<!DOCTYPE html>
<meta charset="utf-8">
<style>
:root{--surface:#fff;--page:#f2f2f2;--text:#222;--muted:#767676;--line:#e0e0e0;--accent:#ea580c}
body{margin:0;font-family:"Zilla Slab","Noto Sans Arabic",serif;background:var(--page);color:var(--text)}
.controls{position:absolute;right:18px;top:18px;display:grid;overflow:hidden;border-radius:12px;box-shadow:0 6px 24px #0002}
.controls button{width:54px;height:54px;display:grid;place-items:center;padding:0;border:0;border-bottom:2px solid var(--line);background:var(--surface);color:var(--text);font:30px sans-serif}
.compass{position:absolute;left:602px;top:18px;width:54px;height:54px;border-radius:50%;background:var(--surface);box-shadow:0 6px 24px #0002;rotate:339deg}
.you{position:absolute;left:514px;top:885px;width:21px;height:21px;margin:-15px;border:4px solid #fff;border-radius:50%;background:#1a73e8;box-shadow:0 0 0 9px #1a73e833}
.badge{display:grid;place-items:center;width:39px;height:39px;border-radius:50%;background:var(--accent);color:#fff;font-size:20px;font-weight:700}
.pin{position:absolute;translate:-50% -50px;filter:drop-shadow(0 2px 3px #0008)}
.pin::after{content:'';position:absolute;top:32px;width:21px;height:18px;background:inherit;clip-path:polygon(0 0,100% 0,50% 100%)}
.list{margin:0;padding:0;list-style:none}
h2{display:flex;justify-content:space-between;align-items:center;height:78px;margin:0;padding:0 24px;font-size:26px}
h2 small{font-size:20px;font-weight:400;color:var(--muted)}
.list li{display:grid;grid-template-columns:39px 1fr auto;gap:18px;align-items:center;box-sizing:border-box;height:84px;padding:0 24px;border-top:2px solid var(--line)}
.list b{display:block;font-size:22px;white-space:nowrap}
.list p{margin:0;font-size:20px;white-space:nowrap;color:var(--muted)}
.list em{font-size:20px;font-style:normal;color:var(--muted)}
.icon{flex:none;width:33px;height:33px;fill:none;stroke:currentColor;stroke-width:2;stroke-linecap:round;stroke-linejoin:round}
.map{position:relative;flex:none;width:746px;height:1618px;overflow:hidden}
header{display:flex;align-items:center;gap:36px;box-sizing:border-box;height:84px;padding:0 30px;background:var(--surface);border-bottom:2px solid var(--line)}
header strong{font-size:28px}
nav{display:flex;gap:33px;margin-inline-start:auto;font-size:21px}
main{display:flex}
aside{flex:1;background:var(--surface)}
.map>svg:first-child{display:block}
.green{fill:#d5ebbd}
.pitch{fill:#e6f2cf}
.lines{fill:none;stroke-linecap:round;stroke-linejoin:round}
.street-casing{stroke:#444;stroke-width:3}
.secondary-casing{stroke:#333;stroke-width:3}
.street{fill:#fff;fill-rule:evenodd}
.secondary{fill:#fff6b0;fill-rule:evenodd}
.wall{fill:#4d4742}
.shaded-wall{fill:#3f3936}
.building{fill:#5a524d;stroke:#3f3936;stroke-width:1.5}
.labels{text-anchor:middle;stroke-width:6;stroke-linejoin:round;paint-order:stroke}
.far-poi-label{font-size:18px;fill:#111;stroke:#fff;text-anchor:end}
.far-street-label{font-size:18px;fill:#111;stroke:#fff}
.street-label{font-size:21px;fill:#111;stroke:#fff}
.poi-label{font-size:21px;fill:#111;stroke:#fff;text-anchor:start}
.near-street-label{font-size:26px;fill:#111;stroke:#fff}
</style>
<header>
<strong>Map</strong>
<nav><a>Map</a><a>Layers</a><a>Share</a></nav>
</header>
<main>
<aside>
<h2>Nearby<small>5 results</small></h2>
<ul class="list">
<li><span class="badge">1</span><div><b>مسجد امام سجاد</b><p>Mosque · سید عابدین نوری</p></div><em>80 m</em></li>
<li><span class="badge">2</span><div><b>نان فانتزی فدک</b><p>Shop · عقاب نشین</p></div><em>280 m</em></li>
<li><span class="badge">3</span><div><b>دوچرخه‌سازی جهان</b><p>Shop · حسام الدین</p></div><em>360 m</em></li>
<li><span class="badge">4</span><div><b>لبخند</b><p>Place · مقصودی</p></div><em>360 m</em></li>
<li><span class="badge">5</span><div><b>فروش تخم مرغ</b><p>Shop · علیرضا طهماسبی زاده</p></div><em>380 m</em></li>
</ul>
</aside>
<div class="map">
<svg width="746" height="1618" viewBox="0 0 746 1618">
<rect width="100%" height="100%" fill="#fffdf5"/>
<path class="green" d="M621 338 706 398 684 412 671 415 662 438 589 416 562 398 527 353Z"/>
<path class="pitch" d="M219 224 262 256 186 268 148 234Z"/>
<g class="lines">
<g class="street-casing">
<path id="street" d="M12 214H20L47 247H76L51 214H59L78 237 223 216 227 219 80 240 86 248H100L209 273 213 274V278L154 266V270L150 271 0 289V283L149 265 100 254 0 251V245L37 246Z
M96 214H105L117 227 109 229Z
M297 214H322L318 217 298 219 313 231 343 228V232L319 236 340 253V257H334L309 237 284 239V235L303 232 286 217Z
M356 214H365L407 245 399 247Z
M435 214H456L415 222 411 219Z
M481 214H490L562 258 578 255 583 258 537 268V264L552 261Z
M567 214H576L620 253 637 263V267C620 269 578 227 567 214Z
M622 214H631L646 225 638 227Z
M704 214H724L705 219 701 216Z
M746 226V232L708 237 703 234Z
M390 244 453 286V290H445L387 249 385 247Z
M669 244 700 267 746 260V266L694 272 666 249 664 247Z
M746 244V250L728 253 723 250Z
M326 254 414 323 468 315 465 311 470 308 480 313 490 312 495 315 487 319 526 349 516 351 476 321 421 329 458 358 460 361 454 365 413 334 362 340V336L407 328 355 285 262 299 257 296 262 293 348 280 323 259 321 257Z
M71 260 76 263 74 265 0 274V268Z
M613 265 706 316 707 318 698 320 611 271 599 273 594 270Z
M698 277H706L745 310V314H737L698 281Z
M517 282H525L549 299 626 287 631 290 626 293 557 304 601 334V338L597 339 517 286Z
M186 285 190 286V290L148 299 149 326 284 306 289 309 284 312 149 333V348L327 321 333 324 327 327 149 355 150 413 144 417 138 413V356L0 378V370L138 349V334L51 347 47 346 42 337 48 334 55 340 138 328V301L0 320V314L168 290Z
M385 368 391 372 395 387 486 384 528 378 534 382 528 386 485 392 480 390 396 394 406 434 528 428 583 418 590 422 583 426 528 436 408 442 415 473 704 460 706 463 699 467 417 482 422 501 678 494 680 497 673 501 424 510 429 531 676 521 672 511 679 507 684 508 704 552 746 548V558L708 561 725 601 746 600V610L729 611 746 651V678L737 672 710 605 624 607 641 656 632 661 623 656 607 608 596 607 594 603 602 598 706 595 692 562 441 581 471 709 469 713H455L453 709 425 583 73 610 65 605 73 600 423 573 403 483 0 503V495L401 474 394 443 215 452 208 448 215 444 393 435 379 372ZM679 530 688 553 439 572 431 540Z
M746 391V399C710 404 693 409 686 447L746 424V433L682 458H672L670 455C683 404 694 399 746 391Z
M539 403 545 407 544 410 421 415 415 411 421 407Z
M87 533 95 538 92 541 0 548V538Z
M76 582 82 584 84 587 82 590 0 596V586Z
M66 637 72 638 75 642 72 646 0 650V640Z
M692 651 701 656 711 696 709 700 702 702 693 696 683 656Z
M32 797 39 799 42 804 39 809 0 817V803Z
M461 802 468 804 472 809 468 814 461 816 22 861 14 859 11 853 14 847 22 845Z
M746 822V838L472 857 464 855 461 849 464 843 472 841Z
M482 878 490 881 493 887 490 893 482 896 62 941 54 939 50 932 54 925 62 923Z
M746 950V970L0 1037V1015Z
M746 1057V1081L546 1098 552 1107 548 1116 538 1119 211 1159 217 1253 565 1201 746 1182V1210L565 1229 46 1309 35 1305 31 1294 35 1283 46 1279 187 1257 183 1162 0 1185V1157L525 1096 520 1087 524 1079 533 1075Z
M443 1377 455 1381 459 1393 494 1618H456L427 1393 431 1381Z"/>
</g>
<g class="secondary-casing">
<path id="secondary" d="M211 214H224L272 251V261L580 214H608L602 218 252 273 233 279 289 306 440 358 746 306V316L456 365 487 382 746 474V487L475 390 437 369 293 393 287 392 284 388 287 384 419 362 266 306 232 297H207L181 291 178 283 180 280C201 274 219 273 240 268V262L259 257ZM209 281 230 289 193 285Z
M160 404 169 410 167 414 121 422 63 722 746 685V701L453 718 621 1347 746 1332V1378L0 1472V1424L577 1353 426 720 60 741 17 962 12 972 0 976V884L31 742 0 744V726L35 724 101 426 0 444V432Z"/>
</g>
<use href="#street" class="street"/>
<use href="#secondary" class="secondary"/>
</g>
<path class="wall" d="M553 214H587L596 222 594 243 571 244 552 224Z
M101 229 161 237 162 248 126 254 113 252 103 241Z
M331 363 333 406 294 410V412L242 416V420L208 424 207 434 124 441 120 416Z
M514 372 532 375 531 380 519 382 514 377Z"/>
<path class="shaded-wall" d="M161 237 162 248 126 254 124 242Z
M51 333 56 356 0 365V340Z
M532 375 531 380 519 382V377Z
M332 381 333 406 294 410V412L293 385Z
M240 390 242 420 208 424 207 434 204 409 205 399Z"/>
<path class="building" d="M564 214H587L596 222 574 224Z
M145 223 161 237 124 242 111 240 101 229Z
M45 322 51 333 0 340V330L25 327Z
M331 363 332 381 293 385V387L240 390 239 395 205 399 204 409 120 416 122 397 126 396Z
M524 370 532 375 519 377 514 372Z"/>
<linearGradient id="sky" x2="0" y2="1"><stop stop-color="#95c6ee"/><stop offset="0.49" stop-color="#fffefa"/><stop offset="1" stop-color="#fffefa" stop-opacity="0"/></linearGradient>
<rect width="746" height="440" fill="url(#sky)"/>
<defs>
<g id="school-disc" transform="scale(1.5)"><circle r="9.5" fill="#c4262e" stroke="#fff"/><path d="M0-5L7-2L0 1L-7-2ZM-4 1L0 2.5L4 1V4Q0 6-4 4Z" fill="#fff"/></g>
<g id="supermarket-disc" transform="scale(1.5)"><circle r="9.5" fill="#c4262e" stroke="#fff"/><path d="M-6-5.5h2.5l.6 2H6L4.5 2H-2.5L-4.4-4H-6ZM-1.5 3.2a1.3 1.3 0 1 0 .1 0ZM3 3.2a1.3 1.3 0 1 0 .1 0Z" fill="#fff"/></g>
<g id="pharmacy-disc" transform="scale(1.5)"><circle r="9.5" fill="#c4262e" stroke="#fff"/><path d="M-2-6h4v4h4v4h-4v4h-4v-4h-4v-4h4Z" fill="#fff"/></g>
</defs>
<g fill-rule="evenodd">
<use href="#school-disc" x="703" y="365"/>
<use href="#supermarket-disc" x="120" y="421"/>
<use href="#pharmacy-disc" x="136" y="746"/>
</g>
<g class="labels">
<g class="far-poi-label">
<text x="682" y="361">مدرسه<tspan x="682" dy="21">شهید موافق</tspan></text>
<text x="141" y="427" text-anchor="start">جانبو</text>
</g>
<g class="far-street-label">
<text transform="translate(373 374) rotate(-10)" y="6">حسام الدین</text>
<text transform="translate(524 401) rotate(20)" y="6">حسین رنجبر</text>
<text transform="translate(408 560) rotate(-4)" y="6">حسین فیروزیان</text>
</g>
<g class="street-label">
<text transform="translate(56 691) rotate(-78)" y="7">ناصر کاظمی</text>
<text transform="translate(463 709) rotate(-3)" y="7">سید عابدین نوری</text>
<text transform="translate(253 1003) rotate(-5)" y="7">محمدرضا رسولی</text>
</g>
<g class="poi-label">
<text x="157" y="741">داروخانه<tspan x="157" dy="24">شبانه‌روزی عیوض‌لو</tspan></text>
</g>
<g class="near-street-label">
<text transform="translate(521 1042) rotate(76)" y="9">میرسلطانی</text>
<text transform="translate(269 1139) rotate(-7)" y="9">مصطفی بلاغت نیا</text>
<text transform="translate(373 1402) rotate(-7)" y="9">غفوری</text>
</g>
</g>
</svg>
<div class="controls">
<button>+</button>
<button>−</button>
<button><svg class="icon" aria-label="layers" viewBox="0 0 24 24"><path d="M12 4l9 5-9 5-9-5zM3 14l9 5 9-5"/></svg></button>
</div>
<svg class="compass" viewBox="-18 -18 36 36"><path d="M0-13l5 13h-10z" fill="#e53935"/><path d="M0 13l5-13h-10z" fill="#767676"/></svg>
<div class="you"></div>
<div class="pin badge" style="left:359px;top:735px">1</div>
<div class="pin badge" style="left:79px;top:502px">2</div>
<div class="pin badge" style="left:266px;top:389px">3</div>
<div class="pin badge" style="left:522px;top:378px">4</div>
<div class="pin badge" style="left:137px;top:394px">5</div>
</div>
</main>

(Description of the task)
What is needed is each line of the entries that contains the word "compass".

(Answer space)
.compass{position:absolute;left:602px;top:18px;width:54px;height:54px;border-radius:50%;background:var(--surface);box-shadow:0 6px 24px #0002;rotate:339deg}
<svg class="compass" viewBox="-18 -18 36 36"><path d="M0-13l5 13h-10z" fill="#e53935"/><path d="M0 13l5-13h-10z" fill="#767676"/></svg>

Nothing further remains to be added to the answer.